Raymond and Susan looked out over the cliff. From the mountain they could see the entire top of the island. They stood and stared out at the sea as the wind buffeted them in punctuated throbs—as the blades carving the air above them. Through the panorama flowed the highway, the bracelet of light that connected all things in the little island universe, allowing people and things to flow either clockwise or counter.

Susan put her arm around Raymond, and he smiled at her. The blade slashed at them, but they were used to it by then. They watched the darkened seascape for another moment, lost in their private worlds. Suddenly an odd thought struck Susan, and he turned to Raymond.
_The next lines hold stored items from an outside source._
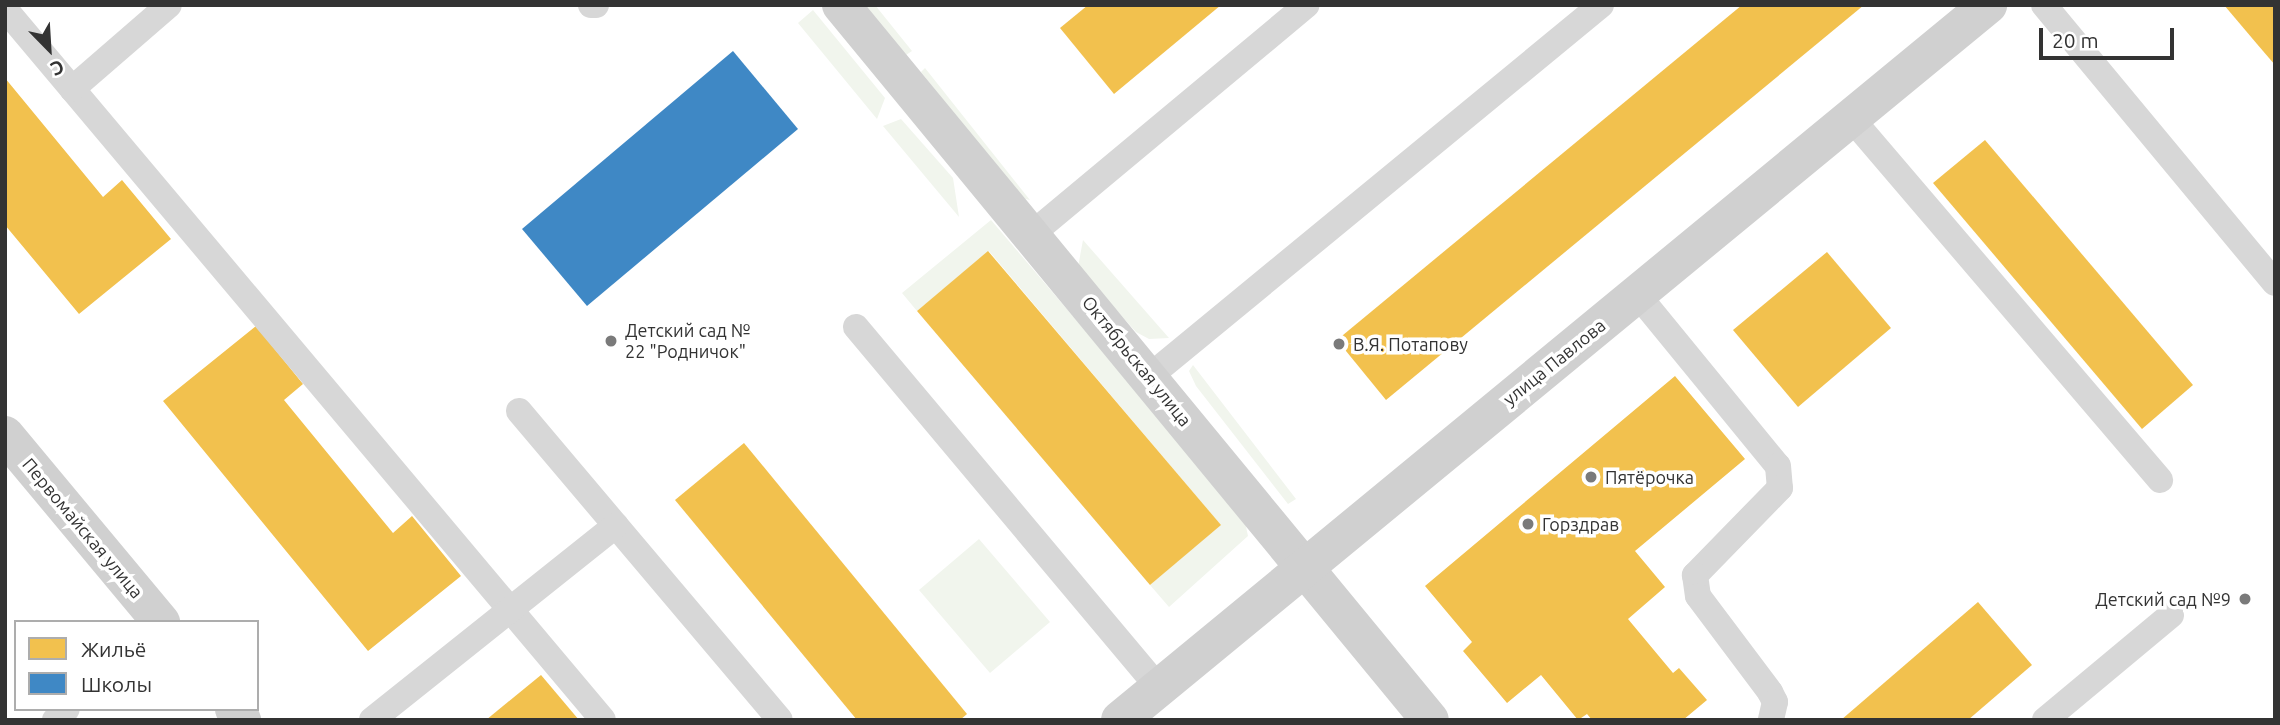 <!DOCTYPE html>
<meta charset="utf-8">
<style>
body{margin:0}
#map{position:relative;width:2280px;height:725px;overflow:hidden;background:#fff;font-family:Ubuntu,sans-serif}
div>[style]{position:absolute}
.green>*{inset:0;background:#f1f5ed}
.homes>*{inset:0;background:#f2c14e}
.schools>*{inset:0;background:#3f88c5}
.lane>*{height:26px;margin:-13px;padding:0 13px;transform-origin:13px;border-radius:13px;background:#d7d7d7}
.secondary>*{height:38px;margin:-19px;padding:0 19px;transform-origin:19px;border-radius:19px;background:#d0d0d0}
.dots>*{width:19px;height:19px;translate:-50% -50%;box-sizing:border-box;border:4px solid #fff;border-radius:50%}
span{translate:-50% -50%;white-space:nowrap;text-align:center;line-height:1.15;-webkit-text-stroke:7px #fff;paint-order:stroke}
.poi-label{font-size:18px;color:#333}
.left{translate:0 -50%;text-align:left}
.right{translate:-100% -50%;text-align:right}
.street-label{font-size:18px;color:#333}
.frame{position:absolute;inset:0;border:7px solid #333;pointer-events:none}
.legend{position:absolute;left:14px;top:620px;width:245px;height:91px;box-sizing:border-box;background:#fff;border:2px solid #adadad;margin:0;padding:9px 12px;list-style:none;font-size:21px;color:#333}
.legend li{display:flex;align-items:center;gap:14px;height:35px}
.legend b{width:35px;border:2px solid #adadad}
.north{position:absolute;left:14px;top:14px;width:70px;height:70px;-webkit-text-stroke:5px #fff;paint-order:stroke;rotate:156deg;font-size:19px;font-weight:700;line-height:28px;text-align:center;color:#333}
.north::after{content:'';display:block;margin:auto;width:24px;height:32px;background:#333;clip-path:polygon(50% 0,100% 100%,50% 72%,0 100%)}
.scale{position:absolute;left:2039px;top:28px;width:135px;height:32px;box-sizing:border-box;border:4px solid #333;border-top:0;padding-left:9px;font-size:21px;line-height:24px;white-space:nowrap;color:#333;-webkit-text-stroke:5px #fff;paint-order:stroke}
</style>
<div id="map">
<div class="green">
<i style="clip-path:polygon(865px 5px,875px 5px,912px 51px,906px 55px)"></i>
<i style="clip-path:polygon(813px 10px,885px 98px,877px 119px,798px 23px)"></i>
<i style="clip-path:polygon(925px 68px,1030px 200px,1021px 198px,921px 72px)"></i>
<i style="clip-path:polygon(901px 119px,953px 178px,959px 217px,883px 126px)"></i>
<i style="clip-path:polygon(991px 220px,1244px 517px,1248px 536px,1169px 607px,1150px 585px,1220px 524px,989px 251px,917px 311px,902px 293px)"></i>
<i style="clip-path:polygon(1083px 240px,1169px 338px,1149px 339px,1136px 332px,1078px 267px)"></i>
<i style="clip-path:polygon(1193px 365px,1296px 499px,1288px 504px,1196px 386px,1189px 371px)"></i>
<i style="clip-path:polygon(979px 539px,1050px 622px,990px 673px,919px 590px)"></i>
</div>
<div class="homes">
<i style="clip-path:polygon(1088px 5px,1221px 5px,1114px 94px,1060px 28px)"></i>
<i style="clip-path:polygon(1742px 5px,1864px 5px,1386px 400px,1337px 340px)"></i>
<i style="clip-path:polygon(2224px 5px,2275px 5px,2275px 65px,2257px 44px)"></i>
<i style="clip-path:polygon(5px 78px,103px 197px,122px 180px,171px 239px,79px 314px,5px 225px)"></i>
<i style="clip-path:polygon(1985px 140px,2193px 385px,2142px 429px,1933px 183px)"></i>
<i style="clip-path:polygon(988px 251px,1221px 525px,1150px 585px,917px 311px)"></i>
<i style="clip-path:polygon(1827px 252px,1891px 328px,1798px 407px,1733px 330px)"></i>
<i style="clip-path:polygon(256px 326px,303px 384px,284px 400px,302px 422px,393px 533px,412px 516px,461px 576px,368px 651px,163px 401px)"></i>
<i style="clip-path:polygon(1675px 376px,1745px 459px,1635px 551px,1665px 587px,1628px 619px,1673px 673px,1679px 668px,1707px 700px,1683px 720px,1592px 720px,1587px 714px,1578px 720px,1541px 675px,1507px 703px,1463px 651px,1472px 642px,1425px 586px)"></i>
<i style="clip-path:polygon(744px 443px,967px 714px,960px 720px,857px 720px,675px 500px)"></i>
<i style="clip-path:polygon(1978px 602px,2032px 665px,1968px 720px,1841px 720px)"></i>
<i style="clip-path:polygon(541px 675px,579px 720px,486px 720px)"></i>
</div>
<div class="schools">
<i style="clip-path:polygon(733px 51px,798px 129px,587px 306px,522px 229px)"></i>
</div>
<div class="lane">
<i style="left:591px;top:5px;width:5px"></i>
<i style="left:2044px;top:5px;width:361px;rotate:50.3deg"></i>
<i style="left:5px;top:9px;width:929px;rotate:49.93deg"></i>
<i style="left:72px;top:89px;width:128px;rotate:-40.9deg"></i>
<i style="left:1851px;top:118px;width:476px;rotate:49.5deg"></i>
<i style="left:1033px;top:233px;width:356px;rotate:-39.8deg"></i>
<i style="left:1637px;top:294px;width:222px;rotate:50.7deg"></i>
<i style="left:1778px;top:466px;width:22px;rotate:85deg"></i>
<i style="left:1780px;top:488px;width:122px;rotate:134.3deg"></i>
<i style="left:1695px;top:575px;width:21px;rotate:82deg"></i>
<i style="left:1698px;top:596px;width:120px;rotate:53.1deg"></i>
<i style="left:1770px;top:692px;width:11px;rotate:63deg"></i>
<i style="left:1775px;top:702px;width:18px;rotate:103deg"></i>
<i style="left:856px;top:327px;width:471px;rotate:50deg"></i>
<i style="left:1150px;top:376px;width:584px;rotate:-39.44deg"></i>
<i style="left:519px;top:411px;width:404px;rotate:49.8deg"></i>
<i style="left:55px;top:720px;width:16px;rotate:-43deg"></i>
<i style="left:372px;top:720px;width:312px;rotate:-38.6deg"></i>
<i style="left:2045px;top:720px;width:164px;rotate:-39.8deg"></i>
</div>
<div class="secondary">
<i style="left:841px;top:5px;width:926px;rotate:50.52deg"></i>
<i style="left:5px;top:435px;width:244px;rotate:50.2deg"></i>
<i style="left:234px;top:709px;width:14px;rotate:54deg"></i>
<i style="left:1120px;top:720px;width:1125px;rotate:-39.48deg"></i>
</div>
<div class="dots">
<i style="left:611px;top:341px;background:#7a7a7a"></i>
<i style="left:1339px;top:344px;background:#7a7a7a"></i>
<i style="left:1591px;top:477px;background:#7a7a7a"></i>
<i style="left:1528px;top:524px;background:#7a7a7a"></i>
<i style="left:2245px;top:599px;background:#7a7a7a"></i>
</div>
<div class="poi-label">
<span class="left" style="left:625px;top:341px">Детский сад №<br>22 "Родничок"</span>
<span class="left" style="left:1353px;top:344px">В.Я. Потапову</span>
<span class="left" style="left:1605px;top:477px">Пятёрочка</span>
<span class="left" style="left:1542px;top:524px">Горздрав</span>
<span class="right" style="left:2231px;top:599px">Детский сад №9</span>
</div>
<div class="street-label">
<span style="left:1137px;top:361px;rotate:51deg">Октябрьская улица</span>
<span style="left:1554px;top:362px;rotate:-39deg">улица Павлова</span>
<span style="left:83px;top:528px;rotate:50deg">Первомайская улица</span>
</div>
<div class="frame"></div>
<ul class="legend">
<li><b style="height:19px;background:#f2c14e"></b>Жильё</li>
<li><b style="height:19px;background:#3f88c5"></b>Школы</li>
</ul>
<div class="north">С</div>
<div class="scale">20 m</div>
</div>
"What in the world is that guy saving all of those sporks for?"

Susan kicked a rock and watched it tumble over the edge. "He did it last year, too. At the end of the year he picks his favorite teacher, gets a bunch of guys together and 'sporks' the teacher's yard. Sticks all the sporks in the ground by the handle, with the teeth sticking up. Last year he picked Kaminsky, and they went out there the next morning and took pictures with him and all. He hasn't said yet who he'll get this time."

Raymond shook his head. He'd expected something much more … substantial. But at least it left one less mystery of the universe to worry about. He led Susan away from the cliff, back to the car. Carefully, he backed around the base of the windmill and headed down the mountain. He drove slowly, then picked up speed in the cornfields and turned onto the highway. Susan had her arm around Raymond's shoulders, reaching across to play with his hair. "Bucket seats are such a pain," she said.

Raymond smiled and nodded, eyes on the road ahead. He wished they were in the family Oldsmobile. It had a front bench.